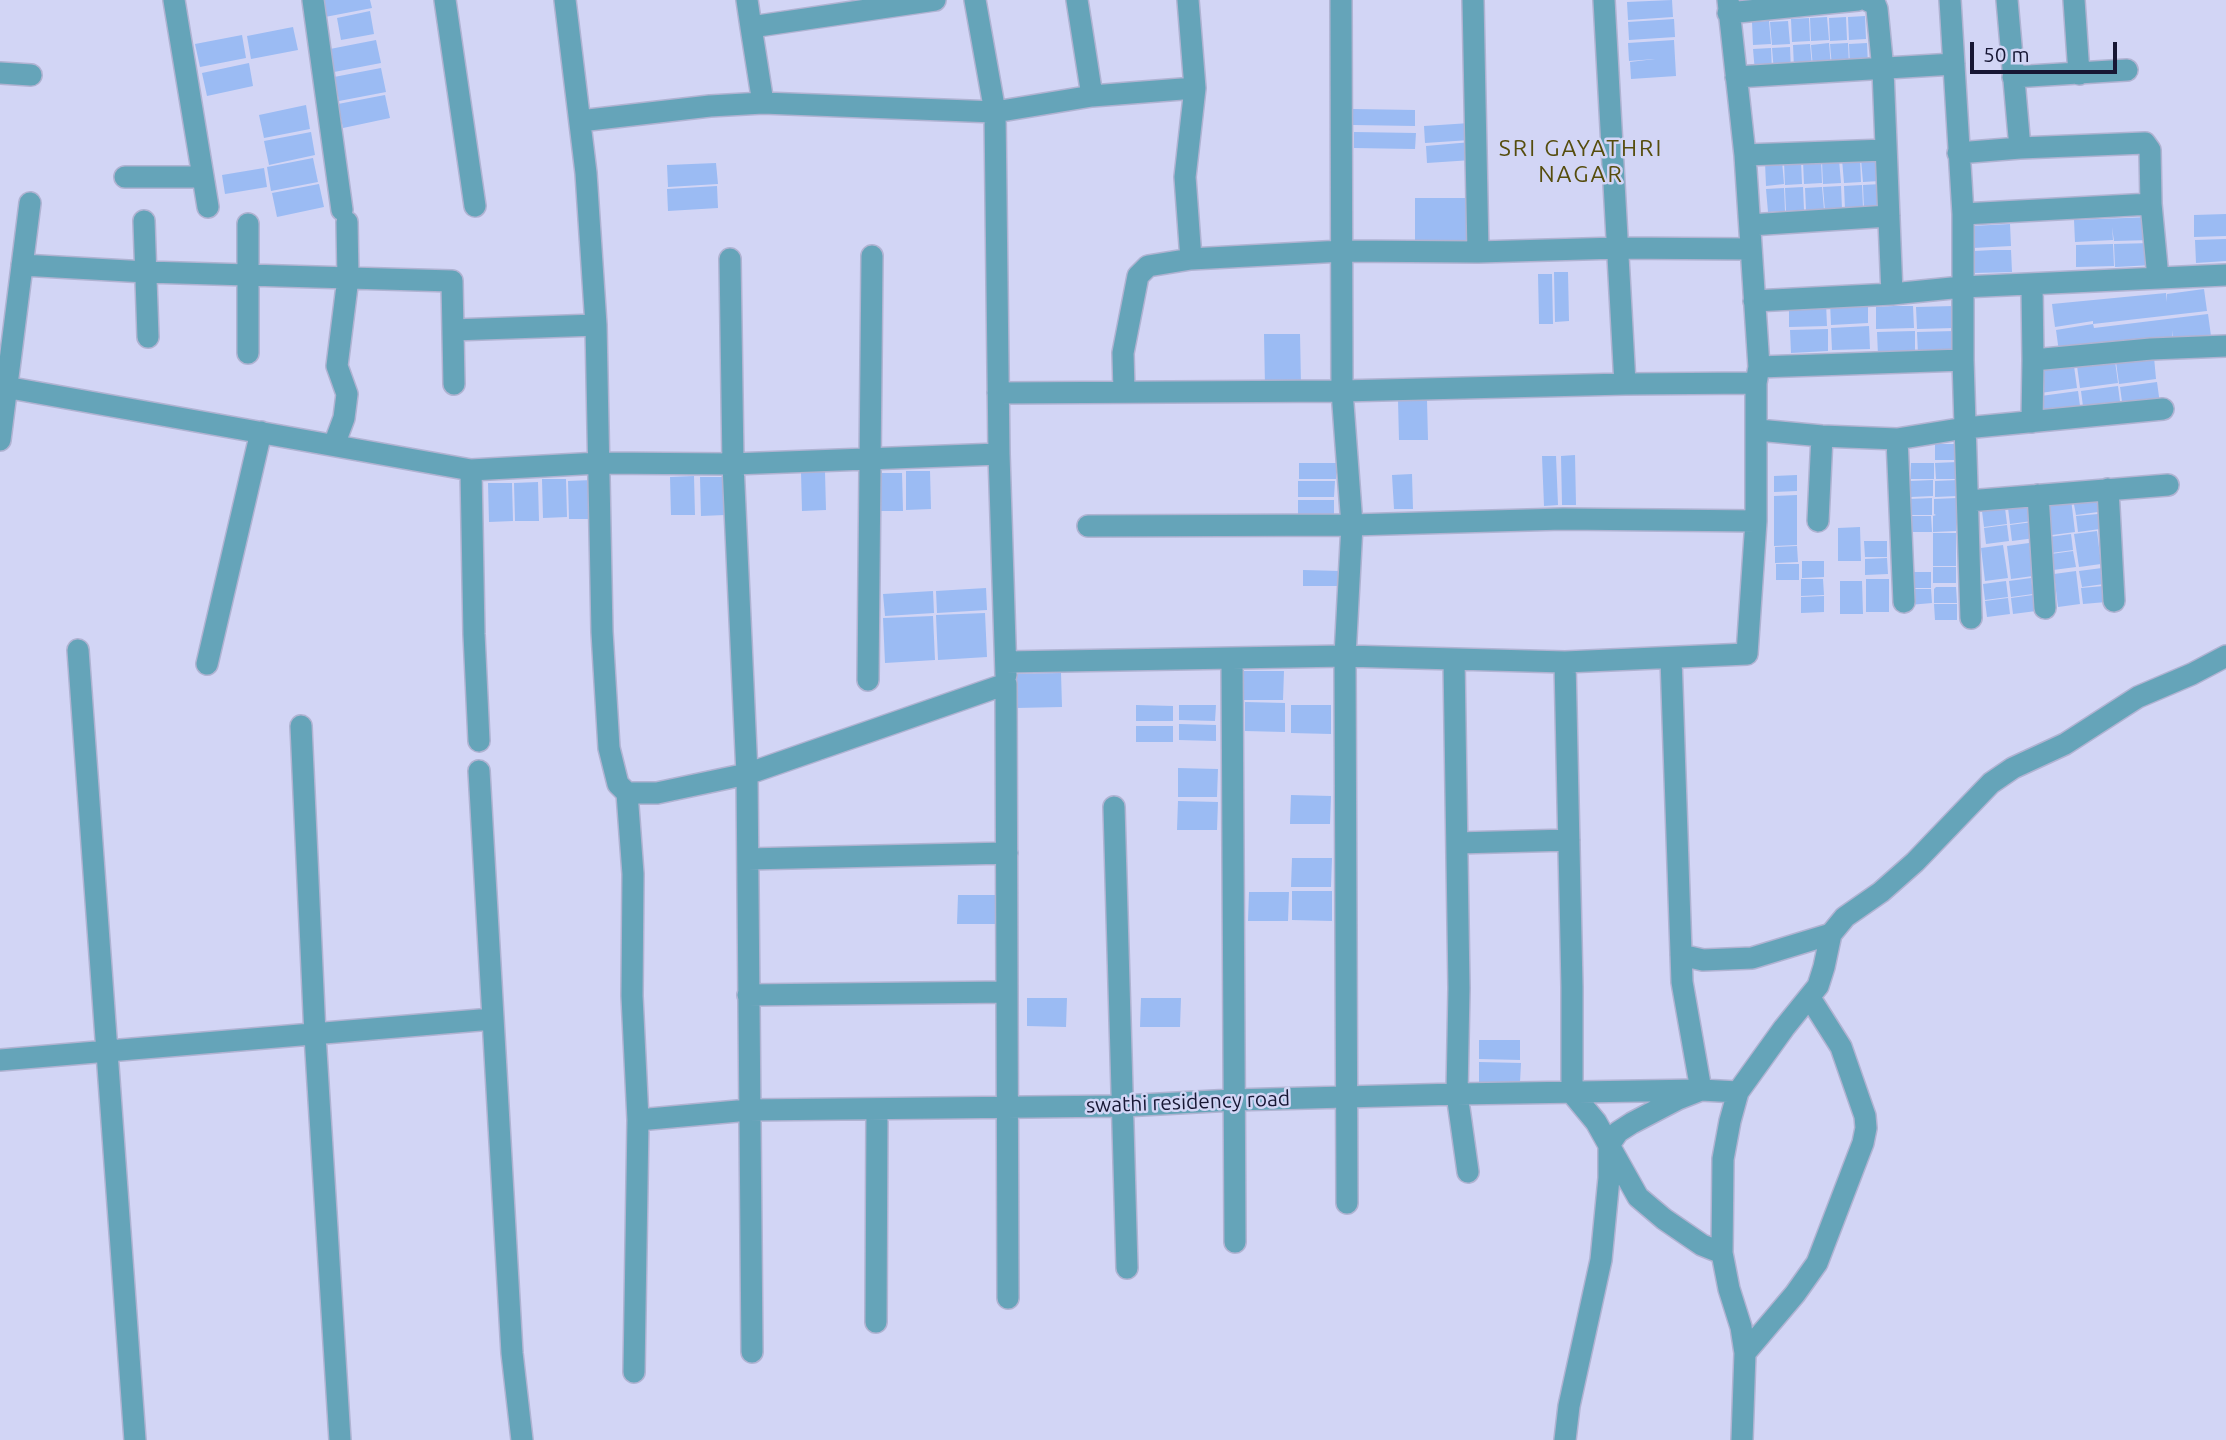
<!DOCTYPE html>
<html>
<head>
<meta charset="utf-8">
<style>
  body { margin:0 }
  #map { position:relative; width:2226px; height:1440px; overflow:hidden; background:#d2d5f5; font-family:Ubuntu,sans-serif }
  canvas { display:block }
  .scale { position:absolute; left:1970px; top:42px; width:147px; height:32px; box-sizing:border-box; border:4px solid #171734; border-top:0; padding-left:9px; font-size:21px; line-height:24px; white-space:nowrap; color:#171734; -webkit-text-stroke:5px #d2d5f5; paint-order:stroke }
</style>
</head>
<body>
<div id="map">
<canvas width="2226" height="1440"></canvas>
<div class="scale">50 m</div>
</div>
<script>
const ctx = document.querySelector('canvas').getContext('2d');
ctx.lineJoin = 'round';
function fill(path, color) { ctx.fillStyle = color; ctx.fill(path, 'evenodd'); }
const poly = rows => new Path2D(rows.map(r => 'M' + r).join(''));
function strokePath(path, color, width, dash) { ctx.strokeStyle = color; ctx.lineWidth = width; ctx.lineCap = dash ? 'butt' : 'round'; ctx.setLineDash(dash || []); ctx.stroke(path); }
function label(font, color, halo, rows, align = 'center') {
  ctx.font = font + ' Ubuntu,sans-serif'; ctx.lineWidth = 5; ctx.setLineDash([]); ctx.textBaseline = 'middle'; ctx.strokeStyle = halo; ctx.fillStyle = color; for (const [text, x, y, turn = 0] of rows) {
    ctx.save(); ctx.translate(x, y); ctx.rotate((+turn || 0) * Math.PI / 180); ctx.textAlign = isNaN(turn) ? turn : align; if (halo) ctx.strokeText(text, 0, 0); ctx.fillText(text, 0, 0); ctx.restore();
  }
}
const building = poly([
  [322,0,370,0,372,8,325,17],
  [1672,0,1673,17,1628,20,1627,2],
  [370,11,374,34,341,40,337,18],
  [1865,16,1866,39,1849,40,1848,17],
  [1827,17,1829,40,1811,41,1810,18],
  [1846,17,1847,40,1830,41,1829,18],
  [1809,18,1810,41,1792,42,1791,19],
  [1674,19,1675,37,1629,40,1628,22],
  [1769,21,1771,44,1753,45,1752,22],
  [1788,21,1790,44,1772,45,1770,22],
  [293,27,298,50,251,59,247,36],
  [242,35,246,58,200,67,195,44],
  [376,40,381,63,334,72,330,49],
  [1674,40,1676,76,1631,79,1630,62,1655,59,1629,61,1628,43],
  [1829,43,1831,67,1813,68,1811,45],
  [1848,43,1849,66,1832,67,1830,44],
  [1867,43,1868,66,1850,67,1849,44],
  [1810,44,1812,67,1794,68,1793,45],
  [1790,47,1791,71,1774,72,1772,48],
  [1771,48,1772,71,1755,72,1753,49],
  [249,63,253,86,207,96,202,73],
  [381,68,386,92,339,101,334,77],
  [385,95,390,118,343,128,338,104],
  [306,105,310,129,264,138,259,115],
  [1353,109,1415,110,1415,126,1353,125],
  [1470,123,1470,140,1425,143,1424,126],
  [311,132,315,155,269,165,264,141],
  [1354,132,1416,133,1415,149,1354,148],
  [1471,142,1472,160,1427,163,1426,146],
  [313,158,318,182,271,191,267,167],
  [1860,158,1861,182,1844,183,1842,159],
  [1879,158,1880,181,1863,182,1861,159],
  [1821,160,1822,183,1804,184,1803,161],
  [1839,160,1841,183,1823,184,1822,161],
  [1782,161,1784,184,1766,186,1765,162],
  [1801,161,1802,184,1785,185,1784,162],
  [716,163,718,184,668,187,667,165],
  [264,168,267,187,225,194,222,175],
  [319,184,324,207,277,217,272,193],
  [1881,184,1882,207,1864,209,1863,185],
  [1862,185,1863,208,1845,209,1844,186],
  [717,186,718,208,668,211,667,189],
  [1841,186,1842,209,1825,211,1823,187],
  [1803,187,1804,210,1786,211,1785,188],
  [1822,187,1824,210,1806,211,1805,188],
  [1784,188,1785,211,1768,212,1766,189],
  [1415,198,1466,198,1466,240,1415,240],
  [2226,214,2226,236,2194,237,2194,215],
  [2151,217,2152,240,2114,241,2112,227,2113,240,2075,242,2074,220],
  [2010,224,2011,246,1973,248,1972,226],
  [2226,239,2226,261,2196,263,2195,240],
  [2152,243,2153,265,2115,267,2114,244],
  [2113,244,2114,266,2076,267,2076,245],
  [1993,250,2011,250,2012,272,1974,273,1974,251],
  [1554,272,1568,272,1569,321,1555,322],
  [1538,274,1552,274,1553,324,1539,324],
  [2204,289,2207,311,2093,324,2094,328,2208,314,2211,336,2173,341,2172,330,2172,340,2059,352,2056,330,2093,324,2093,321,2055,327,2052,304,2166,293,2167,302,2167,294],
  [1868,301,1868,323,1831,325,1830,302],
  [1826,303,1827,326,1789,327,1789,305],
  [1894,306,1913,306,1914,328,1876,329,1876,307],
  [1954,306,1954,328,1917,329,1916,307],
  [1869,326,1870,349,1832,350,1831,328],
  [1828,329,1828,351,1791,353,1790,330],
  [1915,331,1915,353,1878,355,1877,332],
  [1955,331,1956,353,1918,354,1917,332],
  [1264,334,1300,334,1301,385,1265,386],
  [2154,357,2156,379,2119,384,2116,362],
  [2115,361,2118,383,2080,388,2077,366],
  [2074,366,2077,388,2040,393,2037,371],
  [2157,382,2160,404,2123,409,2120,387],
  [2118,386,2121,409,2084,414,2081,391],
  [2078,391,2081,413,2044,418,2041,396],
  [1398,400,1427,400,1428,440,1399,440],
  [1935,444,1958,444,1958,460,1935,460],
  [1575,455,1576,505,1562,505,1561,456],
  [1542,456,1556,456,1558,505,1544,506],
  [1958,462,1958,479,1936,479,1935,463],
  [1299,463,1336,463,1336,479,1299,479],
  [1911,463,1934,463,1934,479,1911,479],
  [906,471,930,471,931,509,906,510],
  [801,472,825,472,826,510,802,511],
  [878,473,902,473,903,511,879,511],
  [1412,474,1413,509,1394,509,1392,475],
  [1797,475,1797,491,1774,492,1774,476],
  [694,476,695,515,671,515,670,477],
  [700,477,725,477,725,515,701,516],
  [542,479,566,479,567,517,543,518],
  [593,480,593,519,569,519,568,481],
  [1933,480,1933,496,1911,497,1910,481],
  [1958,480,1958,496,1935,497,1935,481],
  [1298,481,1335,481,1334,497,1298,497],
  [538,482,539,521,515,521,514,483],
  [488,483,512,483,513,521,489,522],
  [1797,495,1797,545,1774,546,1774,496],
  [2096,496,2098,512,2076,515,2073,499],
  [1932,498,1932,515,1910,515,1909,499],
  [1957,498,1956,531,1933,532,1933,516,1936,515,1934,514,1934,499],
  [2071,499,2075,532,2052,535,2048,502],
  [1298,500,1334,500,1334,516,1298,515],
  [2030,505,2032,521,2010,524,2008,508],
  [2005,508,2007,524,1984,527,1982,511],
  [2098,514,2100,529,2078,532,2076,516],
  [1909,516,1931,516,1932,532,1909,532],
  [2033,522,2035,538,2012,541,2010,525],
  [2007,525,2009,541,1986,544,1984,528],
  [1860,527,1861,561,1838,561,1838,528],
  [2097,531,2101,564,2079,567,2074,534],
  [1933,533,1956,533,1956,566,1933,566],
  [2071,534,2073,550,2051,553,2049,537],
  [1864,541,1887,541,1887,557,1865,557],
  [2029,543,2033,576,2011,579,2007,546],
  [2003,545,2008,578,1985,581,1981,548],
  [1797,546,1798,562,1775,563,1775,547],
  [2073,551,2076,567,2053,570,2051,554],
  [1887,558,1888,574,1865,575,1865,559],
  [1802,561,1824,561,1824,577,1802,578],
  [1776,564,1799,564,1799,580,1776,580],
  [1933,567,1956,567,1956,583,1933,583],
  [2102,568,2104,584,2082,587,2079,571],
  [1303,570,1340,571,1340,586,1303,586],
  [2076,571,2080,604,2058,607,2054,574],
  [1908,572,1931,572,1931,588,1908,588],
  [2031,578,2033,594,2011,597,2009,581],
  [1801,579,1823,579,1824,595,1801,596],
  [1866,579,1889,579,1889,612,1866,612],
  [1840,581,1862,581,1863,614,1840,614],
  [2006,581,2008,597,1985,600,1983,584],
  [2104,586,2106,602,2083,604,2081,588],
  [1936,587,1956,587,1957,603,1934,603,1934,589],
  [986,588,987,610,937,613,936,591],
  [1909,589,1931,589,1932,603,1909,605],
  [933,591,934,613,885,616,883,594],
  [2033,595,2036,611,2013,614,2011,598],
  [1824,596,1824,612,1801,613,1801,597],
  [2008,598,2010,614,1987,617,1985,601],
  [1934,604,1957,604,1957,620,1935,620],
  [985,613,987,657,938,660,936,615],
  [933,616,935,660,885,663,883,618],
  [1244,671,1284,671,1283,700,1243,700],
  [1061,673,1062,707,1016,708,1016,674],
  [1245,702,1285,703,1285,732,1245,731],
  [1136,705,1173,706,1173,721,1136,721],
  [1179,705,1216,705,1215,721,1179,720],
  [1291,705,1331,705,1331,734,1291,733],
  [1179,724,1216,725,1216,741,1179,740],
  [1136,726,1173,726,1173,742,1136,742],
  [1178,768,1218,769,1217,797,1178,797],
  [1291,795,1331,796,1330,824,1290,824],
  [1178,801,1218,802,1217,830,1177,830],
  [1292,858,1332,858,1331,887,1291,887],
  [1292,891,1332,891,1332,921,1292,920],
  [1249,892,1289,892,1288,921,1248,921],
  [958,895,998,895,997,924,957,924],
  [1027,998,1067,998,1066,1027,1027,1026],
  [1141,998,1181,998,1180,1027,1140,1027],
  [1479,1040,1520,1040,1520,1060,1479,1059],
  [1479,1062,1521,1063,1520,1082,1479,1082]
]);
const minor = poly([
  [174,0,208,207],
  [313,0,342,210],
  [445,0,475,206],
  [565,0,586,173,596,325,602,632,609,748,618,784,627,793,633,874,632,996,638,1120,634,1372],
  [747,0,751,27,935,0],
  [1077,0,1092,96],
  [1188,0,1195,88,1185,177,1191,259,1342,251,1478,252,1618,248,1751,249],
  [1341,0,1342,391,1352,525,1563,519,1756,521],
  [1473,0,1478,252],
  [1604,0,1625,384],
  [1867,0,1875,4,1877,9,1883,70,1892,294],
  [1950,0,1963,214,1963,360,1971,618],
  [2007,0,2020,148],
  [2074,0,2079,74],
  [1728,13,1858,0],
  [751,27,763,103],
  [0,73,31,75],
  [1736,77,1954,64],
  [2013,77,2127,70],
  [580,121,710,106,763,103,995,112,1092,96,1195,88],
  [1958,153,2020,148,2145,143,2150,150,2151,204],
  [1745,155,1886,150],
  [125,177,203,177],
  [1963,214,2151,204,2158,278],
  [144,221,148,337],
  [248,224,248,353],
  [1750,225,1889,216],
  [730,259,733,464,747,774,752,1352],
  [22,265,146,272,452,281,454,384],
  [2032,286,2033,360],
  [1754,301,1892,294,1962,287,2226,275],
  [453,330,596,325],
  [1759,367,1963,360],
  [0,386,471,470],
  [1124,391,1123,353,1138,276,1148,266,1191,259],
  [998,393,1342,391,1625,384,1756,383],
  [2032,422,2033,360,2151,349,2226,346],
  [1758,430,1822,436,1897,439,1904,602],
  [1897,439,1965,428,2163,409],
  [0,440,30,203],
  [334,445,344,418,347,394,337,366,348,278,347,222],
  [999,454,1006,675],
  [2108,489,2114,601],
  [2038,495,2045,608],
  [1968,501,2168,485],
  [1818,521,1822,436],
  [1088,526,1352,525,1345,656,1347,1203],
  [78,650,135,1440],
  [1232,658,1235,1242],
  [1454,659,1459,988,1457,1094,1468,1172],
  [1006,662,1345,656,1565,662,1747,654,1756,521,1756,383,1759,367,1745,155,1728,0],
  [1565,662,1572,987,1572,1093,1596,1122,1638,1197,1664,1219,1702,1245,1722,1253],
  [207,664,261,432],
  [868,680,872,256],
  [301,726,315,1035,340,1440],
  [479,741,474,634,471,470,599,463,733,464,999,454,995,112,975,0],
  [479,771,512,1353,522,1440],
  [627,793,657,793,747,774,1006,684,1008,1298],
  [1114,807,1127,1268],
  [1457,843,1569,840],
  [748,859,1007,853],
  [1681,955,1703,960,1752,958,1831,934],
  [748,995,1007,992],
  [0,1060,492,1019],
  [638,1120,749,1110,1123,1106,1233,1100,1457,1094,1701,1090,1738,1092],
  [876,1322,877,1109],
  [1745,1353,1795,1294,1817,1263,1863,1143,1866,1128,1865,1116,1841,1047,1810,998],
  [1565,1440,1569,1406,1601,1260,1609,1178,1609,1145,1618,1132,1632,1123,1678,1099,1701,1090,1682,982,1671,658],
  [1742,1440,1745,1353,1741,1327,1729,1289,1722,1253,1723,1159,1730,1121,1738,1092,1784,1028,1818,986,1824,967,1831,934,1845,917,1881,892,1915,862,1991,783,2013,768,2065,744,2138,697,2192,674,2226,656]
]);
const streetNames = [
  ["swathi residency road",1188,1102,-2]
];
const neighbourhoodNames = [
  ["SRI GAYATHRI",1581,148],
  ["NAGAR",1581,174]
];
fill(building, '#9bbbf3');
strokePath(minor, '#b0b3d2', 24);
strokePath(minor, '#65a4b9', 21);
label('21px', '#171734', '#d2d5f5', streetNames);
ctx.letterSpacing = '2px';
label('23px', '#564d0d', '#d2d5f5', neighbourhoodNames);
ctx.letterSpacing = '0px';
</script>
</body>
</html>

◇ ◇ ◇ ◇ ◇ ◇ ◇

## TASK DESCRIPTION
Find the lines in the entries above where "strokeStyle" occurs, and copy each of them.

## COMPLETED EXERCISE
function strokePath(path, color, width, dash) { ctx.strokeStyle = color; ctx.lineWidth = width; ctx.lineCap = dash ? 'butt' : 'round'; ctx.setLineDash(dash || []); ctx.stroke(path); }
  ctx.font = font + ' Ubuntu,sans-serif'; ctx.lineWidth = 5; ctx.setLineDash([]); ctx.textBaseline = 'middle'; ctx.strokeStyle = halo; ctx.fillStyle = color; for (const [text, x, y, turn = 0] of rows) {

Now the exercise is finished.